Exercise goal: Take each line of the material that includes "name" and copy it.

Data for review:
>>>
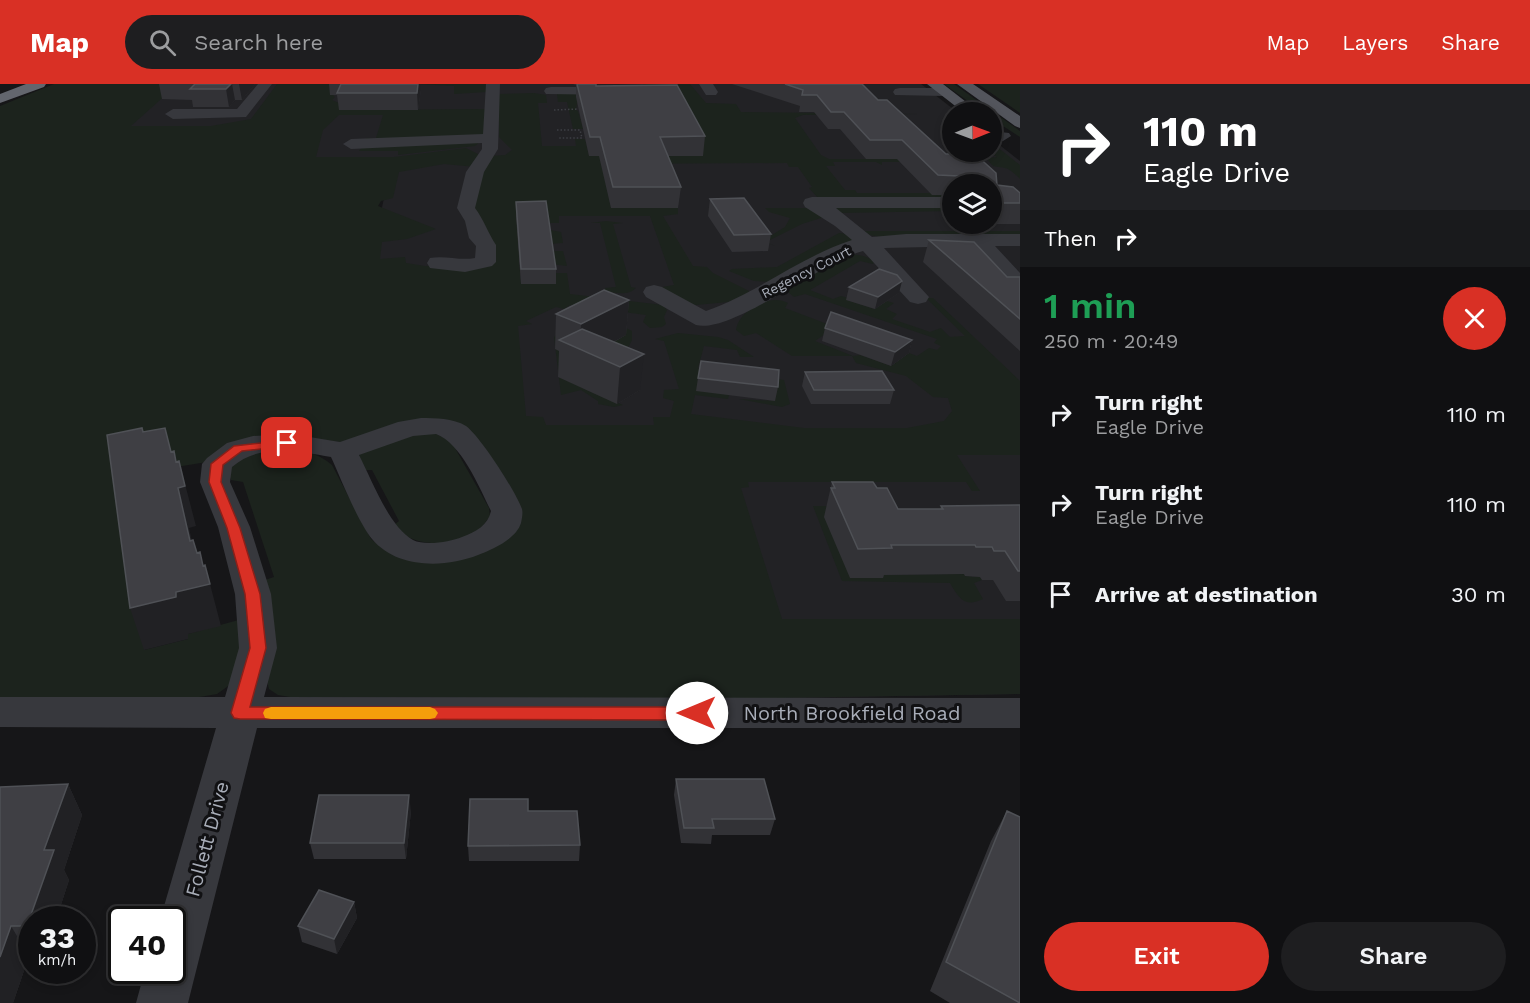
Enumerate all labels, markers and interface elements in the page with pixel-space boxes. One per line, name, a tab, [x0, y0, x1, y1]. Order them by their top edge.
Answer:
<<<
>>>
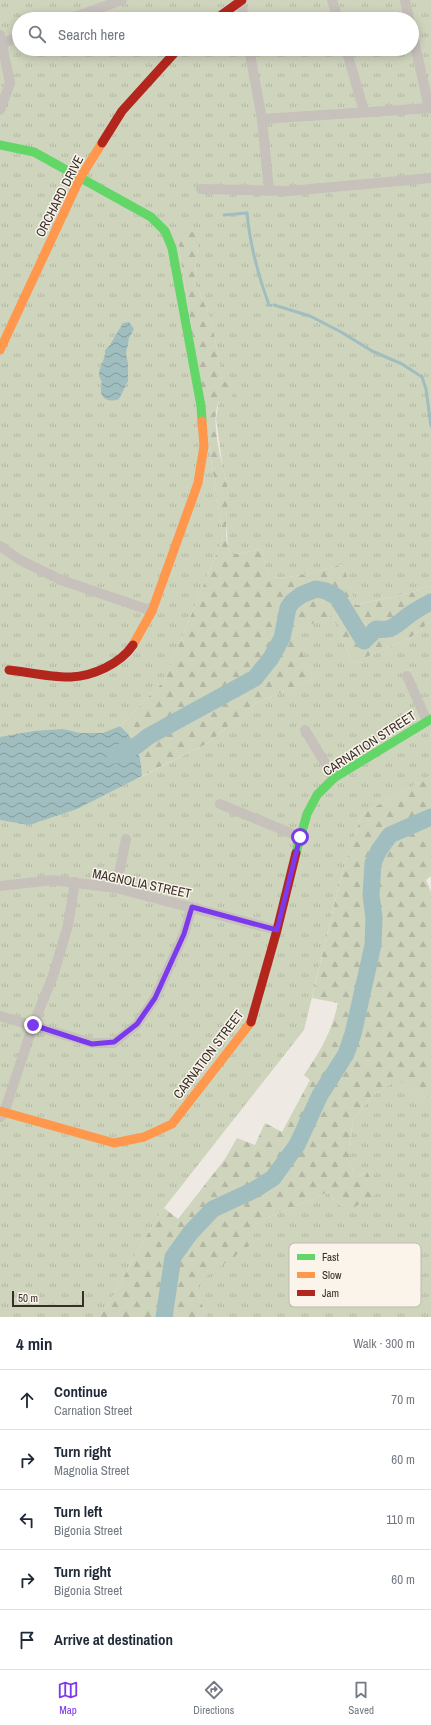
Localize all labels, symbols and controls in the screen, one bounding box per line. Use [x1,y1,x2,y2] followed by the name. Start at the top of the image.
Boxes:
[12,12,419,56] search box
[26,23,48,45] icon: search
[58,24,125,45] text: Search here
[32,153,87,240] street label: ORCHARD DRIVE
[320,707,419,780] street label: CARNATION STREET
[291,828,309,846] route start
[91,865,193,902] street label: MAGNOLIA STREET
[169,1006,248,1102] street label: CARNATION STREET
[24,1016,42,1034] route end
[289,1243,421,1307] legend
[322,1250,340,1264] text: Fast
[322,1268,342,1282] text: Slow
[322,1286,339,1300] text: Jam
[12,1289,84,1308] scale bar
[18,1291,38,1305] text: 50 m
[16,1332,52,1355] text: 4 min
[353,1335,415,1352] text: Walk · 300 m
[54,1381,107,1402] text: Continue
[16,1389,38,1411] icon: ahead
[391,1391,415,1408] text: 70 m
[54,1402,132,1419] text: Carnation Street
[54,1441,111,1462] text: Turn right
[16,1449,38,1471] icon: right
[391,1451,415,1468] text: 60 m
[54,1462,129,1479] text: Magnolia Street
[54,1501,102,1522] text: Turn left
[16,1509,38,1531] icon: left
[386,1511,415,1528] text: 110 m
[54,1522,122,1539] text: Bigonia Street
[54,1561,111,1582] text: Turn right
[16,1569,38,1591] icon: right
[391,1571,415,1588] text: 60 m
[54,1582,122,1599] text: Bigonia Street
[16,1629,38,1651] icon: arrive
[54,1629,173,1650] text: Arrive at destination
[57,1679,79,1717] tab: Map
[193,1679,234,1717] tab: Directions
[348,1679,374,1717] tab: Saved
<<<
Exercise answer:
Enumerate all labels, markers and interface elements in the page with pixel-space boxes. One per line, name, a tab, [x0, y0, x1, y1]. Order them by their top edge.
Localize all labels, symbols and controls in the screen, one bounding box per line. Use [x1,y1,x2,y2] followed by the name. Start at the top of the image.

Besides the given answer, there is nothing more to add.